As mentioned in my previous TR, I was reasonably sure that Friday at Lenzerheide was going to be the one and only day on this trip with full sunshine, and that unfortunately turned out to be the case. Northeastern Switzerland's mammoth storm cycle continued through the last three days of my visit. As Weather to Ski's Fraser Wilkin wrote:
Sunday: Yet more snow has fallen across many northern parts of the Alps in the last 24 hours. The heaviest falls have been in the northeastern Swiss Alps where 20-40cm has fallen quite widely, with as much as 60cm (2 feet) of new snow very locally in some resorts to the east of Zurich. Monday: Snow conditions across the northern Alps are simply incredible right now with masses of fresh snow even to low levels. It is difficult to highlight any particular area, but it is probably the smaller resorts of the northeastern Swiss Alps (e.g. Amden, Flumserberg, Mythen) that have seen the most snowfall, with 1 meter (3+ feet) or more of new snow in the last few days.

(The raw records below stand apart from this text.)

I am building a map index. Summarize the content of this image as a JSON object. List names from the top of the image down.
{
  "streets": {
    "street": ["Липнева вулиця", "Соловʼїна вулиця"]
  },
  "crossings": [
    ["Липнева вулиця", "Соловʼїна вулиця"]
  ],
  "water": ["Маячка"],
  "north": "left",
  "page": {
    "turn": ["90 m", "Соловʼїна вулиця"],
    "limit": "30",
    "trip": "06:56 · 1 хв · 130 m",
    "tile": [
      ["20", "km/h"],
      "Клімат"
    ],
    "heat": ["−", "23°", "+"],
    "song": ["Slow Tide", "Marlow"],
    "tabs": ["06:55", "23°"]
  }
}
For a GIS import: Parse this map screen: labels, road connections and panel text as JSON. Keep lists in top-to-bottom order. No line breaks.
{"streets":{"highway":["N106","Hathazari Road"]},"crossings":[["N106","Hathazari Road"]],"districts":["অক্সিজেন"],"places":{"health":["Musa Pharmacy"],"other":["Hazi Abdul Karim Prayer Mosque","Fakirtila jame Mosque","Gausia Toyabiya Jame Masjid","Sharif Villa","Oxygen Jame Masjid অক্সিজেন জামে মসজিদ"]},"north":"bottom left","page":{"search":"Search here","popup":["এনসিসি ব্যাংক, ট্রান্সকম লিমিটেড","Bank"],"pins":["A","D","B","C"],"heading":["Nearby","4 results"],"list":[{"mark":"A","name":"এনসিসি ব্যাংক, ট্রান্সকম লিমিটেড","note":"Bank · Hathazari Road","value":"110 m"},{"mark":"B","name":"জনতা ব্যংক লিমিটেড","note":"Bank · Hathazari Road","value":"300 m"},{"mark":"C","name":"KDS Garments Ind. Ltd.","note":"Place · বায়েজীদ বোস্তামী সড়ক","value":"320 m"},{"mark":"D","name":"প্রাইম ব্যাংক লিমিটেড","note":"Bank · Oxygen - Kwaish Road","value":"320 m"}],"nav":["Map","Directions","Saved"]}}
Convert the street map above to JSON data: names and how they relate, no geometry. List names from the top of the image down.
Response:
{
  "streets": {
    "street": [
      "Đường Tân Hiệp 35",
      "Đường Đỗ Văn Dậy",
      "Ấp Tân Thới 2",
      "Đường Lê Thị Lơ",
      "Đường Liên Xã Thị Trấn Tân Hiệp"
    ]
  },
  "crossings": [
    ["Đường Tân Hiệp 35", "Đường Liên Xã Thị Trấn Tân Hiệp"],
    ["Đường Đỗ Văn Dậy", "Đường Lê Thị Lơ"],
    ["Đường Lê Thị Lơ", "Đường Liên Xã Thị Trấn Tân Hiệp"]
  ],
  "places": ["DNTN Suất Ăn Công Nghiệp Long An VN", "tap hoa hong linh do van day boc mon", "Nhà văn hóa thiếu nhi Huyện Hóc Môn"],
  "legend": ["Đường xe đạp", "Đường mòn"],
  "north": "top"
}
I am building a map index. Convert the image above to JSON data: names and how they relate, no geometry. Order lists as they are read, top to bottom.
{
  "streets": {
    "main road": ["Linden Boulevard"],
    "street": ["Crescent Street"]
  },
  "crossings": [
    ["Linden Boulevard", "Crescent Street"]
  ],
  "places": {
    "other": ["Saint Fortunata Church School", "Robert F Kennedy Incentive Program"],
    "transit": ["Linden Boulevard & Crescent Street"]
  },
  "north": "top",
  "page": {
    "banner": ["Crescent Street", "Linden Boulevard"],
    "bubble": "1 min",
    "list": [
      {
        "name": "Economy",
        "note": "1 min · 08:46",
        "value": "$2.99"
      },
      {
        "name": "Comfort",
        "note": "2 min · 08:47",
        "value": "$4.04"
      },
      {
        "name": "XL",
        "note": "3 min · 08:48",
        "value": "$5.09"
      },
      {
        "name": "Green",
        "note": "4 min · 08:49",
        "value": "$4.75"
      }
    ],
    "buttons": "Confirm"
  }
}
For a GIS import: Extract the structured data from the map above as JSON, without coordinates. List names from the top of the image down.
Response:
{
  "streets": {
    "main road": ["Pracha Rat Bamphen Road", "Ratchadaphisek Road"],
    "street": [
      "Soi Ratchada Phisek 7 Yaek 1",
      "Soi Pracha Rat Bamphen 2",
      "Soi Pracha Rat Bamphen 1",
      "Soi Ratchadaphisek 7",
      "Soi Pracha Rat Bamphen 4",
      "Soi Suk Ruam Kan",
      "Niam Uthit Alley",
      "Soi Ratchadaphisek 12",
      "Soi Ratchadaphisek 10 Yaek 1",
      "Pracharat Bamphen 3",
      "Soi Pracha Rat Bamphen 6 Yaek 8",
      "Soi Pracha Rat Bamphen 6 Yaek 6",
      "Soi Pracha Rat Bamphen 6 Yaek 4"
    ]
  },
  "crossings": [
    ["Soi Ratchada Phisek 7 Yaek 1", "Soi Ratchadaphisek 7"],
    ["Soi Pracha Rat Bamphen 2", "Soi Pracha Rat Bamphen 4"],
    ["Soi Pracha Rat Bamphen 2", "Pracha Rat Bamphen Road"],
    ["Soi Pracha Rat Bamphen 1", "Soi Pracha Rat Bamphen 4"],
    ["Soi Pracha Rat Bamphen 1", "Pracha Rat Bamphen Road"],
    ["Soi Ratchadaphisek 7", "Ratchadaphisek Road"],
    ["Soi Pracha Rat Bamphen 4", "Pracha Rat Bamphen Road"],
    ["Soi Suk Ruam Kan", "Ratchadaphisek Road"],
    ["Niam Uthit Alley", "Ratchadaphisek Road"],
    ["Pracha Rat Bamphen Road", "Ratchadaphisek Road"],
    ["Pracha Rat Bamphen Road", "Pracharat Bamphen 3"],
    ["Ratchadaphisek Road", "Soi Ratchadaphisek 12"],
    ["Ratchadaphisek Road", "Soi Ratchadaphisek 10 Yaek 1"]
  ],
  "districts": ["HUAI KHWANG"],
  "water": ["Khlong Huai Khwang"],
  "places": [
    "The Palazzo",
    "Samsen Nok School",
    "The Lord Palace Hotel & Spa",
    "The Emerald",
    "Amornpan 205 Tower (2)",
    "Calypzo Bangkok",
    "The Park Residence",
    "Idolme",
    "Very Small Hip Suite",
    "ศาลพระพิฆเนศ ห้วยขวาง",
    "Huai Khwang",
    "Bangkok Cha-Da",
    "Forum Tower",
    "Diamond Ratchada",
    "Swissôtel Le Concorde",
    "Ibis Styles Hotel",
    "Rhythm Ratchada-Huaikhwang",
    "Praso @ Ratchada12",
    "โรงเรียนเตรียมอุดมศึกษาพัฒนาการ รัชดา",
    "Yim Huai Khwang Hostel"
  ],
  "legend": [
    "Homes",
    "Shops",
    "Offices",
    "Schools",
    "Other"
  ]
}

On that note: we Americans (at least those who post on ski forums) generally have no issues going skiing in the midst of serious snowstorms because the majority of our lift-served mountains east and west have trees even to high elevation that help you through tough visibility. This is not necessarily the case in the Alps, where so many ski areas are mostly above treeline and during serious weather you're often brailling your way downhill through a thick cloud bank. That in a nutshell was Saturday at Pizol, a beautiful ski area an hour east of Zurich right alongside a major autobahn (kinda the equivalent of an I-70 resort in Colorado), which normally looks like this; however, I spent much of five hours there staring five feet ahead of me trying to get my bearings and fighting vertigo:
Of course, there were trees on the lower mountain, where I had a bunch of great thigh-deep runs, but I really should've chosen a lower-elevation ski area completely in the trees. The storm continued through the night and early Sunday morning Toggenburg's website reported 70cm/28 inches of new precip, so that sealed it for me. My car at 7 am conveniently lit by the snowplow out of frame to the right:
The drive down to the valley from my hotel in Amden just above the Walensee, a beautiful fjord-like lake:
Toggenburg was only 12 miles as the crow flies from my hotel, but getting there required a circuitous drive of almost an hour. I arrived around 9:30 to one of the three base areas, Unterwasser, featuring an old-school funicular:
Stretching three miles wide with 4,100 vertical feet, Toggenburg has trees 2/3 of the way up the mountain and is crowned by some incredible rock formations. The three terrain sections are connected but require a bit of poling and/or skating in places, not optimal for boarders.
It snowed through the early afternoon. While conditions were fantastic, it was a drag to realise that I wouldn't be enjoying the incredible views I'd seen in dozens of trip reports, like this and this. The top of the mountain was socked in so they weren't operating the cable car to the Chäserrugg peak in the middle; however, there was a platter lift to Gamserugg on the looker's left:
Upper mountain, much more impressive in person:
Digging trenches in the offpiste:
Little kid skis off the trail and face plants. Dad ain't helping him out of it.
A guy enjoying powdery turns alongside a groomer:
Heading into the woods:
As you're aware, a clause in my contract with NY Ski Blog compels me to post photos of teleskiers (especially when they're women) whenever available -- here are a couple on the lower mountain:
Stopping for lunch at the Stöfeli restaurant -- looks like a mountain hideout during WWII: the Big One.
Early afternoon, visibility got better for maybe an hour:
Lots of snow right down to the valley:
So there you go: Toggenburg on a snowy day. Very impressive, I'll be back in the region in mid-March with my wife when we'll hopefully ski it in the sun.